<<<<

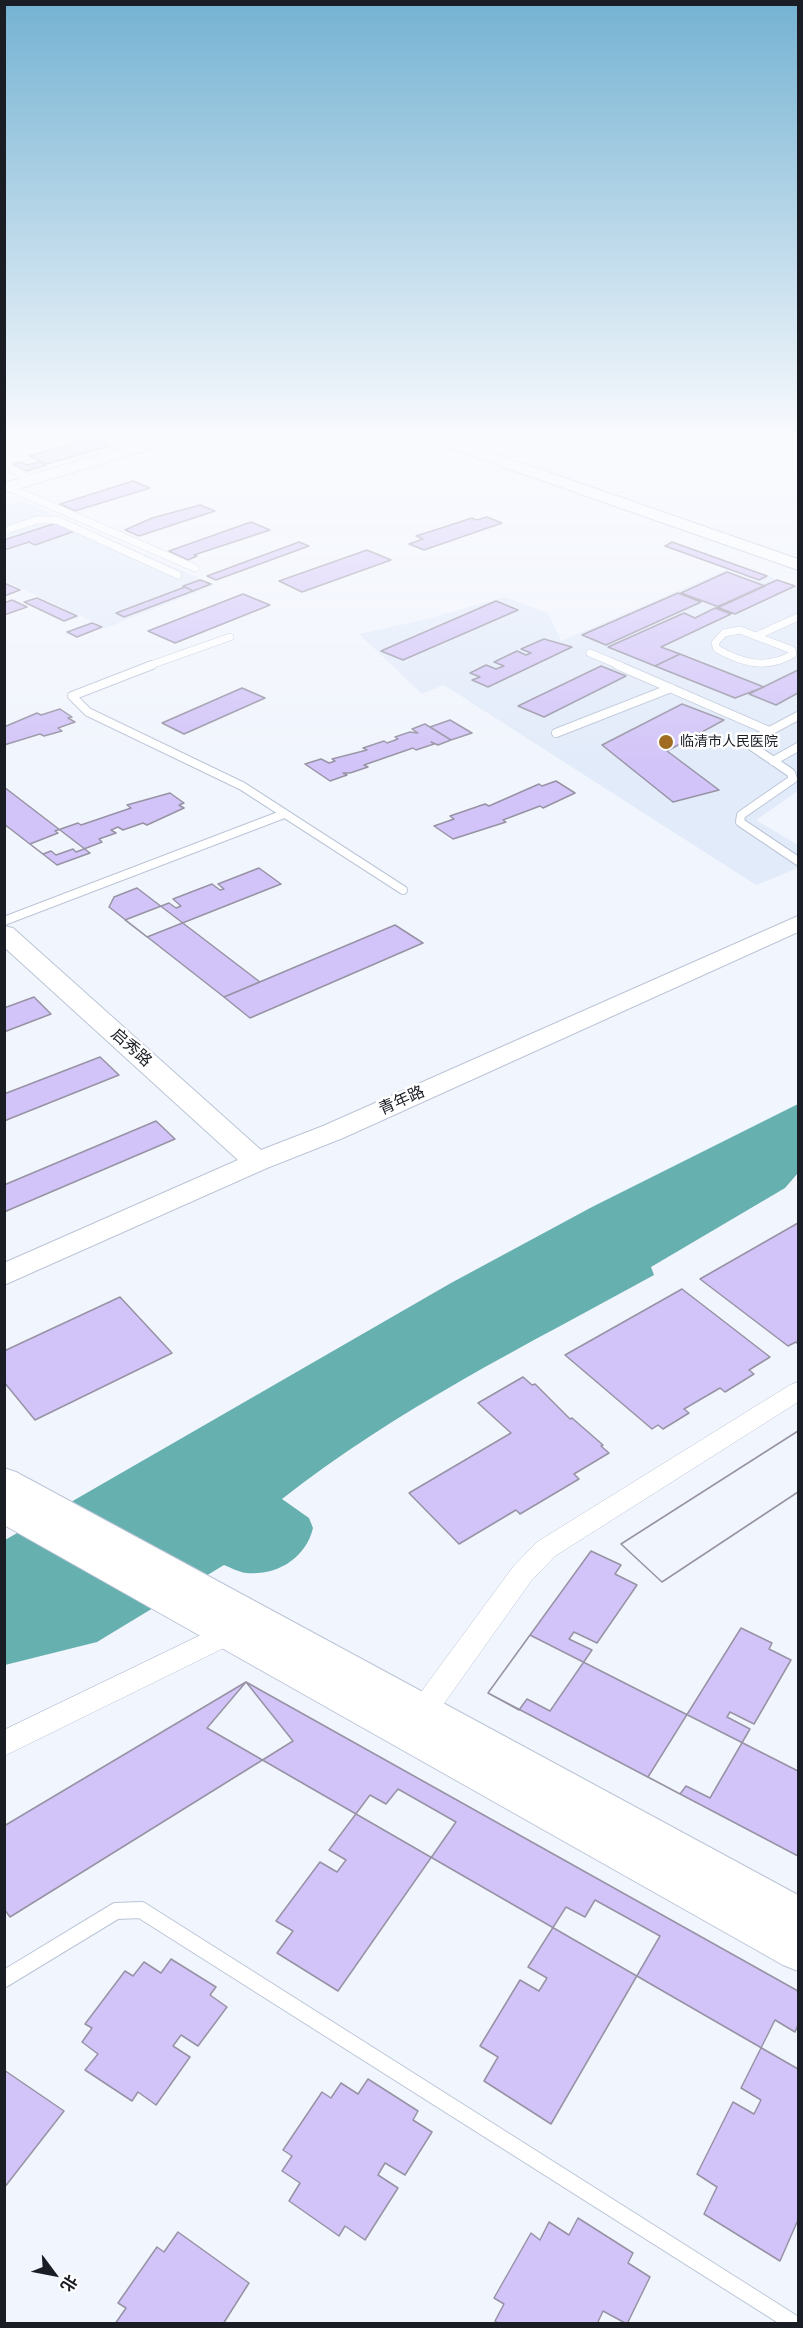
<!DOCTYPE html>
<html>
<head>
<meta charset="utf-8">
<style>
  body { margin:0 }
  #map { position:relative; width:803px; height:2328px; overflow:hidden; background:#f1f5fd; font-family:"Archivo Narrow","Noto Sans SC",sans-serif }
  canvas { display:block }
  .frame { position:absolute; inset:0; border:6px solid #1a1d24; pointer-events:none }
  .north { position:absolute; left:24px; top:2244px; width:60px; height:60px; -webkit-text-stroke:4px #fff; paint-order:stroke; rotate:122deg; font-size:16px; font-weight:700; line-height:24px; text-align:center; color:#1a1d24 }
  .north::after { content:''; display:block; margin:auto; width:21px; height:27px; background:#1a1d24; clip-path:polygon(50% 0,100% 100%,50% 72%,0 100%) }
</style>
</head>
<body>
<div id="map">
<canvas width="803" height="2328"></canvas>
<div class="frame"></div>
<div class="north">北</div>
</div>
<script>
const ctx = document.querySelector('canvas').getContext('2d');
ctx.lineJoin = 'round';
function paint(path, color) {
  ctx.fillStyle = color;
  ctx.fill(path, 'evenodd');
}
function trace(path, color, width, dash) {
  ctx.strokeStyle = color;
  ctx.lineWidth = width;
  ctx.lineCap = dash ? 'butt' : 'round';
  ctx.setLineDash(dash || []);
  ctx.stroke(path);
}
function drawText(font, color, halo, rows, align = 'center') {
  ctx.font = font + ' "Archivo Narrow","Noto Sans SC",sans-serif';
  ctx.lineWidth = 5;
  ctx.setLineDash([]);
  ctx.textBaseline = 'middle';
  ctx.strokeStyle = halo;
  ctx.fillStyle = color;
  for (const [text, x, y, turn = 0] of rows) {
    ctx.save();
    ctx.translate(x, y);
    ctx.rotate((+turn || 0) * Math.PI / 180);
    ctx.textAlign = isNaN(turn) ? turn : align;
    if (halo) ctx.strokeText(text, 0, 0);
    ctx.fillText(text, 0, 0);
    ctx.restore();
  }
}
paint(new Path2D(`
  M20 500 215 585 106 628 5 581V505Z
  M726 570 758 581 769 576 798 587V791L756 820 798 845V868L756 885 447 687 443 685 422 694 359 634 430 618 505 597 548 613 561 641Z`), '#e2ebfa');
paint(new Path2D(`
  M798 1104V1173L785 1188 651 1267 654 1275C527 1345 396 1409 282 1499L309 1518 313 1528C306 1558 277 1576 246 1573 238 1572 230 1567 224 1565L97 1642 5 1665V1540L451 1283 592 1207Z`), '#67b0b0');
const building = new Path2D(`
  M85 440H100L112 445 47 464 29 456Z
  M20 462 27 465 39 462 46 465 27 471 13 464Z
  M133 481 150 488 75 511 60 504Z
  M200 505 215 511 139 536 125 530 152 518Z
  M487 517 502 523 424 550 409 544 423 539 416 536 432 531 472 518 477 520Z
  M251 522 270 530 194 555 197 556 188 560 169 551Z
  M56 523 75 531 35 545 29 542 4 550V540Z
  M299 542 309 546 216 580 207 576Z
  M672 542 767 576 759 580 665 546Z
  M367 550 391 560 302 592 279 581Z
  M727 572 765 586 719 607 681 593Z
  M200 580 211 584 193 591 183 586Z
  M777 580 795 586 735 614 717 607Z
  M4 583 20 590 4 596Z
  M185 587 193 591 124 617 116 613Z
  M678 593 701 602 606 645 582 635Z
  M243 594 270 605 175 643 148 631Z
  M37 598 77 616 64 621 24 602Z
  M12 600 27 607 4 615V603Z
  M496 601 518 610 403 660 381 651Z
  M715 608 731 614 661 647 680 654 655 666 608 647 684 613 695 618Z
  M92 623 102 627 77 637 67 632Z
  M544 639 572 647 488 687 472 680 480 677 470 673 486 665 496 669 504 666 494 662 517 651 526 655 531 653 521 649Z
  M680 654 764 687 735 698 655 666Z
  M601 666 626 676 544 717 518 706Z
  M798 670V693L776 705 749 694Z
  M242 688 265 698 184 734 162 723Z
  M682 704 724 720 667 751 719 790 673 802 602 745Z
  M60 709 72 717 68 718 75 722 58 728 62 731 44 736 40 734 4 745V727L37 713 41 715Z
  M450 720 472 733 451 740 430 727Z
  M425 724 451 740 438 745 431 742 434 744 416 750 413 748 364 765 368 767 350 773H343L347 775 330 781 305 764 321 759 329 763 335 761 332 759 367 750 363 748 384 741 387 743 398 739 395 737 410 732 418 733 412 729Z
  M556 781 575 793 543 808 540 806 503 820 506 822 453 839 434 826 454 819 450 816 485 804 489 806 539 784 542 786Z
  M4 787 90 853 57 865 4 824Z
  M170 793 184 803 179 805 184 808 147 825 143 823 123 830 118 827 111 830 116 833 99 839 102 842 76 852 73 849 56 855 51 851 43 854 30 844 58 833 55 831 78 823 81 825 131 808 127 805Z
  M259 868 281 884 147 937 125 920 169 903 176 908 181 906 173 899 212 884 220 890 224 889 218 884Z
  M137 888 260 982 224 997 109 907 114 897Z
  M395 925 423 943 250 1018 224 997Z
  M34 997 51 1014 4 1032V1008Z
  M100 1057 119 1075 4 1121V1094Z
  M156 1121 175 1139 4 1212V1185Z
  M798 1223V1344L796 1342 788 1346 700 1279Z
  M682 1289 770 1357 749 1370 754 1374 725 1392 720 1388 684 1409 689 1413 663 1429 658 1425 652 1429 565 1355Z
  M120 1297 172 1353 35 1420 4 1382V1351Z
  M523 1377 532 1385 535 1384 570 1419 572 1418 603 1445 601 1446 609 1453 574 1474 579 1479 520 1514 516 1510 459 1544 409 1493 511 1433 478 1403Z
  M798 1431V1492L662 1582 621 1544Z
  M798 1431V1492L662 1582 621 1544Z
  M591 1551 621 1565 615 1574 637 1585 597 1643 574 1632 569 1639 592 1650 550 1711 527 1699 519 1710 488 1693Z
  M741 1628 772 1643 769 1649 791 1660 754 1724 730 1712 727 1717 750 1729 710 1798 686 1786 680 1794 648 1777Z
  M530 1635 798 1771V1856L488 1693Z
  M246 1682 293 1741 10 1917 4 1909V1826Z
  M246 1682 798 1991V2069L207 1728Z
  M398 1789 456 1822 338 1991 277 1953 293 1931 276 1921 320 1862 337 1872 346 1860 329 1850 370 1795 386 1804Z
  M595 1900 660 1936 551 2124 484 2081 498 2057 480 2046 520 1980 539 1991 547 1978 528 1967 566 1907 585 1917Z
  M171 1959 216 1987 210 1995 227 2007 198 2046 181 2035 173 2046 190 2057 156 2105 138 2092 132 2101 85 2070 98 2054 82 2042 92 2028 85 2024 125 1971 133 1976 144 1962 161 1973Z
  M775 2020 795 2032 798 2025V2220L780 2261 704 2214 717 2187 697 2174 733 2102 754 2114 761 2100 741 2088Z
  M4 2070 64 2111 4 2188Z
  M368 2079 418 2111 413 2120 432 2132 405 2175 385 2163 378 2175 398 2188 365 2240 345 2226 339 2236 289 2201 300 2183 282 2171 292 2156 283 2150 322 2092 331 2098 341 2083 358 2094Z
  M578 2218 633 2253 628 2263 650 2277 627 2324 603 2311 597 2324H499L495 2321 504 2304 494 2298 531 2233 540 2240 549 2222 569 2235Z
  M178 2232 249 2283 223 2324H115L126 2308 118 2303 157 2247 164 2252Z`);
paint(building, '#d2c4f8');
trace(building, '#9793a5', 1.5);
const laneFar2 = new Path2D(`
  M4 464 31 480
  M8 487 195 568
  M4 531 37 520H57L178 575
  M740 630 792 650 793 654C767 670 742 663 717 649L715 643 724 633Z
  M756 636 798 617
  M590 653 621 666
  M148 666 230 637`);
const laneFar1 = new Path2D(`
  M152 665 72 696 88 712 242 786 403 890
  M617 665 769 731
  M798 716 747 743 791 773 793 779 741 815 740 822 798 861
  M556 733 671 688
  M773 761 798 747
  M4 921 284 814`);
const lane = new Path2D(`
  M4 1979 116 1911 141 1910 795 2324`);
const street = new Path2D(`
  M798 445V452L776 459 770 456Z
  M798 1382V1402L555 1556 531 1581 433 1719 423 1723 413 1719 409 1711 413 1703 513 1567 537 1542 790 1385Z
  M228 1622 238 1625 242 1633 238 1641 4 1756V1730Z`);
const secondary = new Path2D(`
  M149 440H174L171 443 4 493V483Z
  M432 440H455L798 559V570L435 443Z
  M798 916V932L343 1138 267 1168 4 1285V1263L238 1160 4 947V926L13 928 261 1150 323 1126Z
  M4 1468 16 1472 798 1895V1971L783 1965 4 1525Z`);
trace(laneFar2, '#bbc5d7', 8);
trace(laneFar1, '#bbc5d7', 10);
trace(lane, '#bbc5d7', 18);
trace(street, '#bbc5d7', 1);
trace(secondary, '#bbc5d7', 2);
trace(laneFar2, '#fff', 7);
trace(laneFar1, '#fff', 8);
trace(lane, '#fff', 16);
paint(street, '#fff');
paint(secondary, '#fff');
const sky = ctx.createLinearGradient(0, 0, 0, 766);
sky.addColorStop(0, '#74b2d2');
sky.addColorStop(0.57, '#f9fafe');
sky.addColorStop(1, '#f9fafe00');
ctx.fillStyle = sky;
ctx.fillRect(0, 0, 803, 766);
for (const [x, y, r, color] of [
  [666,742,8,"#9f6c22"]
]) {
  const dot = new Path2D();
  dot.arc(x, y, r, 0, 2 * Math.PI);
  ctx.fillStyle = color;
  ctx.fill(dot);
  trace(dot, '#fff', 2);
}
drawText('14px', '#1a1d24', '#fff', [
  ["临清市人民医院",680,742]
], 'left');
drawText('16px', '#1a1d24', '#fff', [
  ["启秀路",131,1048,42],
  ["青年路",402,1101,-24]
]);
</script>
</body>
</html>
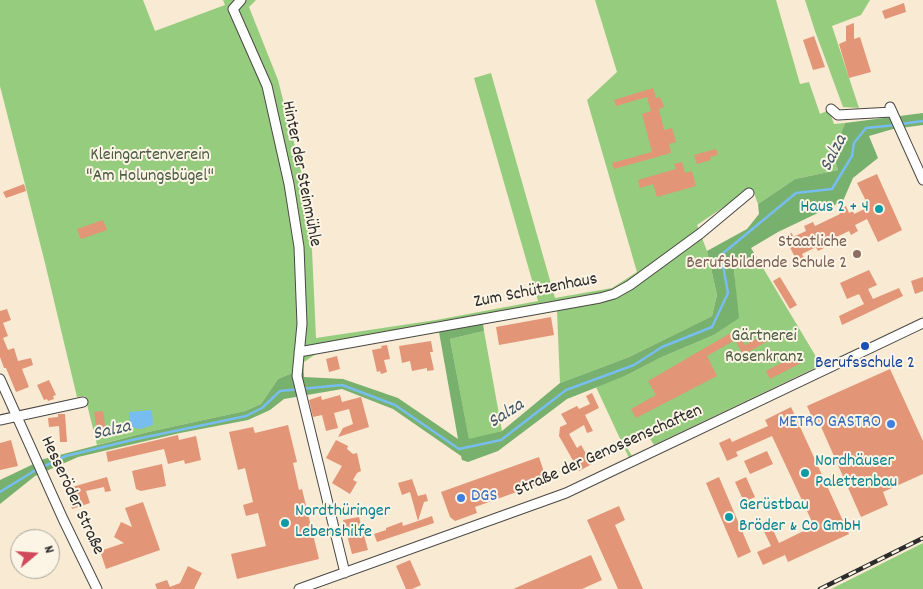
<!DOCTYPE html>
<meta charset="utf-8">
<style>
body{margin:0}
#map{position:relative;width:923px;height:589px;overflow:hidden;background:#f8ead3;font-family:Dekko,sans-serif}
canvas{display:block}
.north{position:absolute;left:10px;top:529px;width:50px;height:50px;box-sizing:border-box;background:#fcf5e5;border:1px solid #a8a49b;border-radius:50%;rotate:72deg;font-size:14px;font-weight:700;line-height:20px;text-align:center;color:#2b2b2b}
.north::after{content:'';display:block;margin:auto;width:18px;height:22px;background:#d1495b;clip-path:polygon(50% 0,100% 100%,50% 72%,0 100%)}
</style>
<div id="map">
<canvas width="923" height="589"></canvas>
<div class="north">N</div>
</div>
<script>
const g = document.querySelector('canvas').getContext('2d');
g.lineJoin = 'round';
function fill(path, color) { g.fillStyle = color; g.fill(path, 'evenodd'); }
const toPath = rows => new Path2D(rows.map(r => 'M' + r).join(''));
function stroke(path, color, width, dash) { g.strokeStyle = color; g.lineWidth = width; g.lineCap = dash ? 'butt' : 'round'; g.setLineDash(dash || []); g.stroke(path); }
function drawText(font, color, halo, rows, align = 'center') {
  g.font = font + ' Dekko,sans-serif'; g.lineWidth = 4; g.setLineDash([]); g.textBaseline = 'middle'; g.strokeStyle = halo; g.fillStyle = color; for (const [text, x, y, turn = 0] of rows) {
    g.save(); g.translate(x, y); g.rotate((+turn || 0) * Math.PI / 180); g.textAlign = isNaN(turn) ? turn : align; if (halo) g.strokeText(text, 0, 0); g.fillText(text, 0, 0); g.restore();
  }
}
fill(toPath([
 [0,0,143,0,155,31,225,5,223,0,256,0,249,7,278,80,303,178,312,250,316,338,436,320,538,301,474,78,491,73,555,298,612,288,637,272,587,100,617,72,595,0,776,0,800,84,809,82,820,114,829,110,834,124,845,123,833,154,838,170,795,179,758,204,752,188,697,225,707,251,717,295,712,316,629,357,560,383,557,311,316,354,304,362,304,373,292,373,278,379,261,404,245,411,148,432,97,445,85,396,77,397,45,263,0,86],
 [805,0,870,0,861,15,832,26,859,108,843,107,815,31],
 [757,258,821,365,654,445,647,434,626,446,632,456,629,458,596,387,625,376,662,357,714,335,738,318,734,270],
 [484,331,502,431,469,440,450,339],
 [923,543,923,589,831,589]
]), '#96cc7e');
fill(toPath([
 [923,113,923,125,893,129,869,136,878,158,853,178,843,201,778,232,751,248,757,258,734,270,739,318,714,335,662,357,625,376,567,399,498,451,468,462,462,460,461,456,393,409,342,389,284,399,270,410,248,420,180,433,78,457,35,476,0,504,0,480,44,459,148,432,245,411,261,404,278,379,292,373,304,373,304,377,343,379,398,398,458,439,439,332,483,324,484,331,450,339,469,439,502,431,560,383,629,357,712,316,717,295,707,251,747,229,759,214,758,204,795,179,838,170,833,154,845,123]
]), '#78b06d');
fill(toPath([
 [152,410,153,425,140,429,131,427,129,420,129,412]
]), '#78bdef');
stroke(toPath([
 [901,124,923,121],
 [0,492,34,471,66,456,132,440,246,416,262,408,280,391,342,385,395,405,459,449,501,440,566,390,634,365,662,347,712,327,728,293,721,255,796,193,832,189,852,156,854,143,866,128,896,125]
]), '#78bdef', 2.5);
fill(toPath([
 [904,3,906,12,885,19,882,11],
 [854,23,854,39,860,37,871,72,849,78,839,44,846,41,846,26],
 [814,36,825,67,813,70,803,40],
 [653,88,656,98,660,97,664,107,659,109,664,130,672,128,676,142,669,144,671,153,614,169,612,163,652,152,642,114,651,111,647,97,616,106,614,100],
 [716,149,718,155,710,157,711,160,697,164,694,155],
 [682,162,685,173,692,171,696,186,657,197,653,184,640,188,638,180,676,169,674,164],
 [877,174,902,230,878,242,867,219,855,225,858,231,851,235,849,231,822,244,824,248,818,251,816,247,802,254,804,258,797,261,784,236,792,233,793,237,806,231,804,226,813,222,815,226,840,214,838,210,846,206,849,213,853,211,854,214,869,207,857,183],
 [24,184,26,191,6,198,3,192],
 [103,220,107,230,81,239,77,229],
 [869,270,877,285,868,289,873,299,899,288,903,296,842,325,839,316,864,304,859,294,847,299,840,283],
 [780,277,797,305,790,309,773,281],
 [923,277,923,291,915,294,911,281],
 [7,309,11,320,3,323,8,336,3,338,8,350,14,348,18,361,31,358,33,365,22,369,29,387,16,392,6,368,4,368,0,357,0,311],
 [551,317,554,335,499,345,496,327],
 [736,330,745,345,770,331,773,338,743,355,735,340,707,356,717,376,636,418,631,409,656,395,648,381],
 [431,341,433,352,430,352,434,370,427,371,427,368,412,371,410,361,402,363,399,346],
 [387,345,390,359,384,360,387,372,381,374,380,371,377,372,372,350,382,348,381,346],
 [797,355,801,363,770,379,766,371],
 [337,356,340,369,329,372,326,359],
 [890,369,923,441,923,474,883,492,888,505,861,517,818,420,814,422,807,406],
 [49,380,56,395,53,396,54,399,48,401,47,399,44,400,37,385],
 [592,393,599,408,585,415,593,431,587,433,584,425,569,434,577,448,581,445,592,464,579,471,559,436,560,427,567,424,561,414,577,406,579,409,590,404,586,396],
 [340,395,342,402,361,397,369,427,338,437,343,428,353,424,349,409,334,413,338,428,326,431,322,415,313,417,309,400,321,396,322,400],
 [791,407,849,534,788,562,785,555,763,565,757,552,771,546,760,523,768,519,779,543,814,526,772,436,736,452,738,456,727,461,719,443,730,438,732,442,768,426,765,420],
 [103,411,106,432,97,433,94,412],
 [58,414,65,414,67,442,60,442,59,426,49,427,48,418,58,417],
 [288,425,297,462,293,463,299,490,302,489,319,559,237,579,231,554,266,546,258,513,246,516,243,505,253,502,245,468,238,470,229,432,253,427,255,433],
 [178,435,179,440,196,436,201,460,185,464,184,460,168,464,164,449,108,462,106,452],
 [11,440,18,466,0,470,0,443],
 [336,440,348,446,347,449,353,454,357,453,361,471,357,473,353,480,357,482,350,494,332,483,342,466,326,458],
 [767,451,773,464,750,474,744,461],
 [539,457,547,481,475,507,477,513,455,521,450,517,441,492],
 [162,464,166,486,141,491,136,489,132,471],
 [107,477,111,491,105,492,104,487,86,491,90,503,72,509,65,489],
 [719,477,751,552,738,558,706,483],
 [746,477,755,497,744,502,735,482],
 [412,479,418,496,426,494,428,501,424,502,418,521,432,516,434,523,377,542,374,534,386,530,386,528,402,522,403,526,418,521,410,492,402,495,398,483],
 [143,502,160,550,106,569,100,551,124,543,114,537,121,522,132,527,125,508],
 [619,506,625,520,615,525,643,589,618,589,587,520],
 [359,517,368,550,352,554,343,520],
 [591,555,602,580,582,589,513,589],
 [410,560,421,585,412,589,406,589,396,566],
 [188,566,202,573,194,589,157,589,155,584,167,580,170,587,180,583]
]), '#e29577');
const minor = toPath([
 [241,0,233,9,267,86,289,184,299,247,302,324,297,376,345,573],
 [890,107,923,180],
 [831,109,838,115,892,112],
 [299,352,600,298,614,294,630,285,701,233,749,193],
 [0,379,63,519,97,589],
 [0,420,83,402],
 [299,589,566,493,923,323]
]);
stroke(minor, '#4a4844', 11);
stroke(minor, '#fff', 9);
const rail = toPath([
 [820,589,923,538]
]);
stroke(rail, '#2b2b2b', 4.5);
stroke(rail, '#fcf5e5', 2.5, [8]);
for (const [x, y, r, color] of [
 [879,209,5,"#0f9aa8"],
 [857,254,5,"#8d6e63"],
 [865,346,5,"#1a4fb4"],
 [891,424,5,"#3f7fe0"],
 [805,473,5,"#0f9aa8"],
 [461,498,5,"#3f7fe0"],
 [729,517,5,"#0f9aa8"],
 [285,523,5,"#0f9aa8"]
]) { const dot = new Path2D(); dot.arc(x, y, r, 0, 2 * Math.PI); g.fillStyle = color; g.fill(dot); stroke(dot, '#fcf5e5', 2); }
drawText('18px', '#4b5b44', '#fcf5e5', [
 ["Kleingartenverein",150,157],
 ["\"Am Holungsbügel\"",150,178],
 ["Gärtnerei",764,338],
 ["Rosenkranz",764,359]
]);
drawText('18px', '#2b2b2b', '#fcf5e5', [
 ["Hinter der Steinmühle",300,174,79],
 ["Zum Schützenhaus",536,292,-11],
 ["Straße der Genossenschaften",609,452,-24],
 ["Hesseröder Straße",71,496,65]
]);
drawText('18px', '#0d838f', '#fcf5e5', [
 ["Haus 2 + 4",869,209,"right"],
 ["Nordhäuser",815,463],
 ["Palettenbau",815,484],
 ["Gerüstbau",739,507],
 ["Bröder & Co GmbH",739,528],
 ["Nordthüringer",295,513],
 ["Lebenshilfe",295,534]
], 'left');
drawText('18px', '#785e54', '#fcf5e5', [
 ["Staatliche",847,244],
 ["Berufsbildende Schule 2",847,265]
], 'right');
drawText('18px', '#164399', '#fcf5e5', [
 ["Berufsschule 2",865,365]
]);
drawText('18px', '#366cbe', '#fcf5e5', [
 ["METRO GASTRO",881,424],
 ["DGS",471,498,"left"]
], 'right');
drawText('italic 19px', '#425766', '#fcf5e5', [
 ["Salza",835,154,-63],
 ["Salza",507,415,-33],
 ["Salza",112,432,-13]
]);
</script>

>>>>

§ **TO DO**: Within the records, count the lines that include the word "canvas". Answer with the number only.

§ **ANSWER TO THIS PROBLEM**: 6